Look through the data below and work out how many lines hold "this"; state only the number.

**Provided information**
┄┄┄┄┄┄┄┄┄┄┄┄┄┄┄┄┄┄┄┄

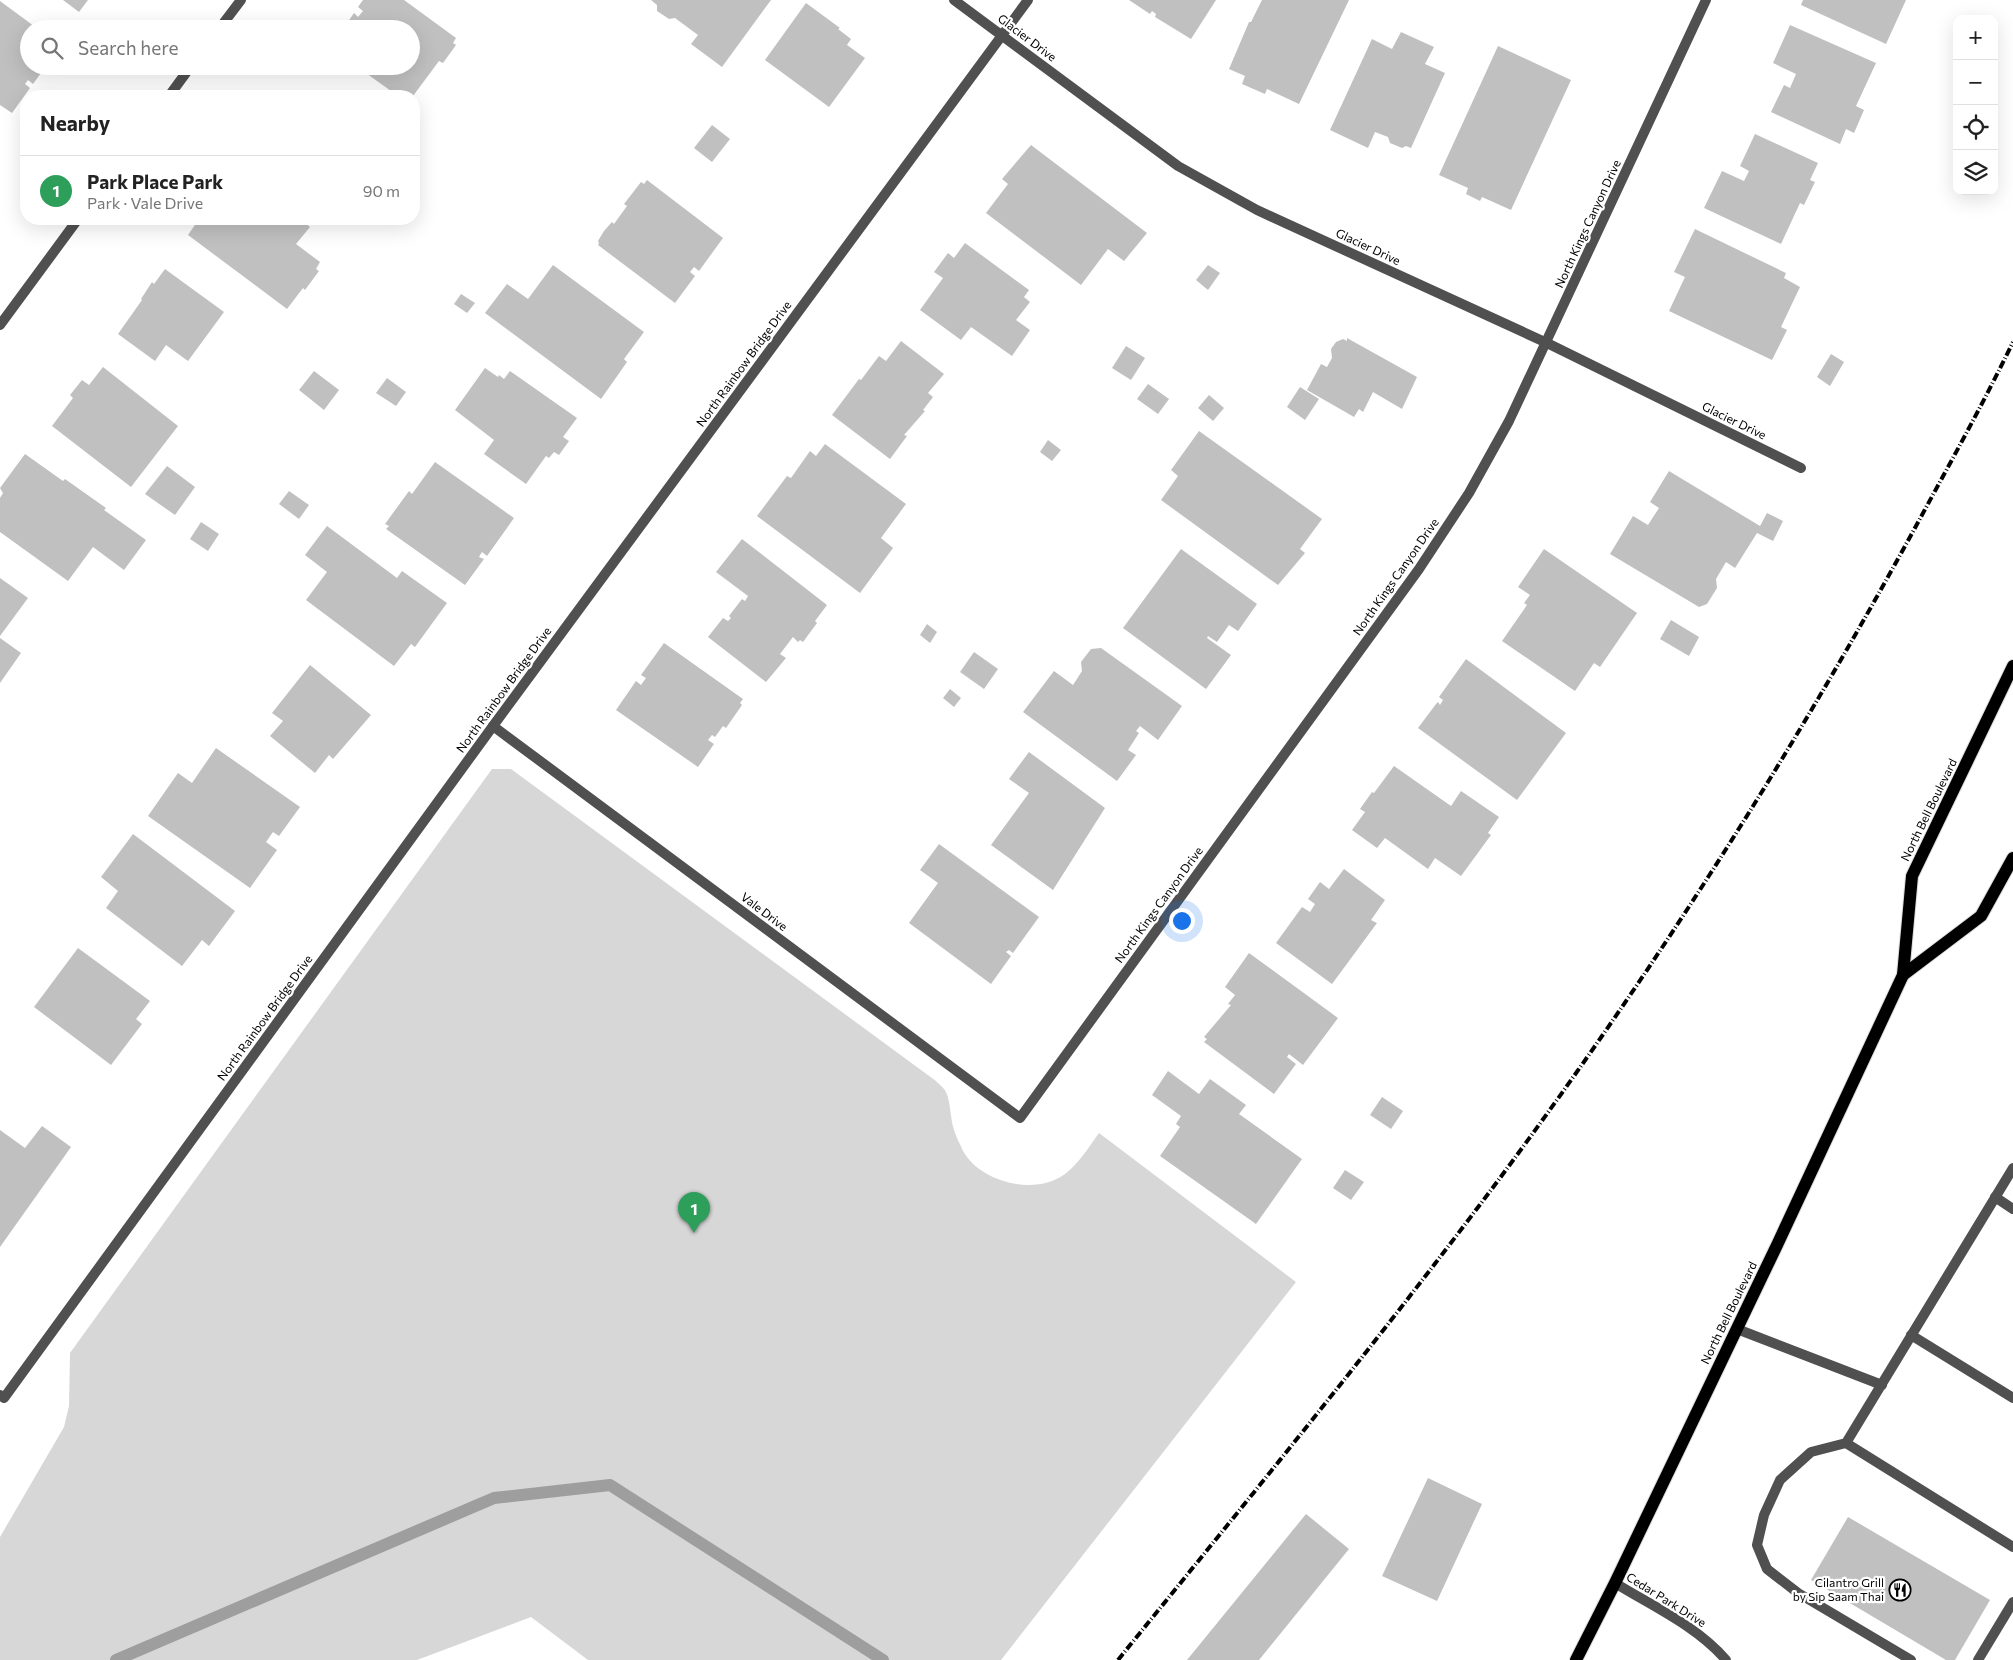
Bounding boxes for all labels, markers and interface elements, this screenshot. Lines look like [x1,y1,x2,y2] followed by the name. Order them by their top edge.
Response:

┄┄┄┄┄┄┄┄┄┄┄┄┄┄┄┄┄┄┄┄

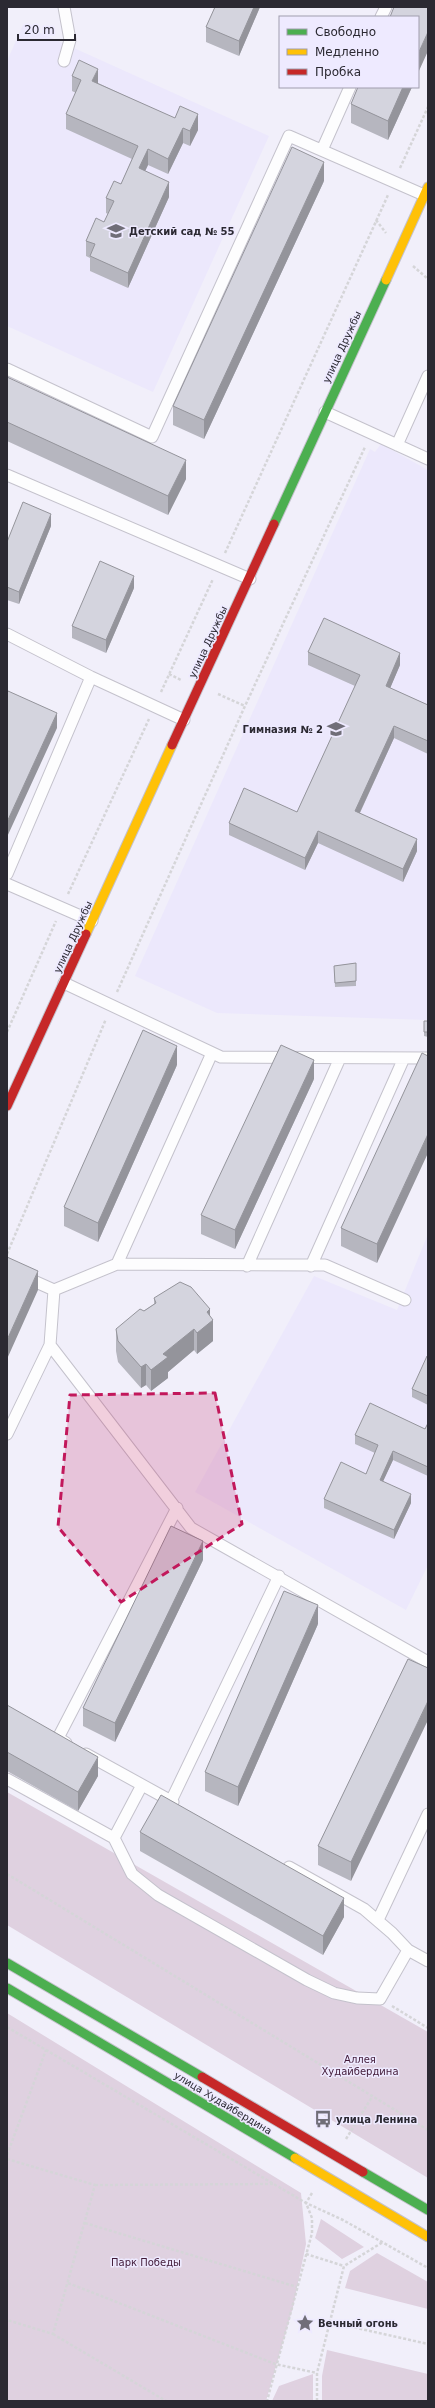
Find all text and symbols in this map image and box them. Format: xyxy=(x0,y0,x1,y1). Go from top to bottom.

┄┄┄┄┄┄┄┄┄┄┄┄┄┄┄┄┄┄┄┄

**Your response**
2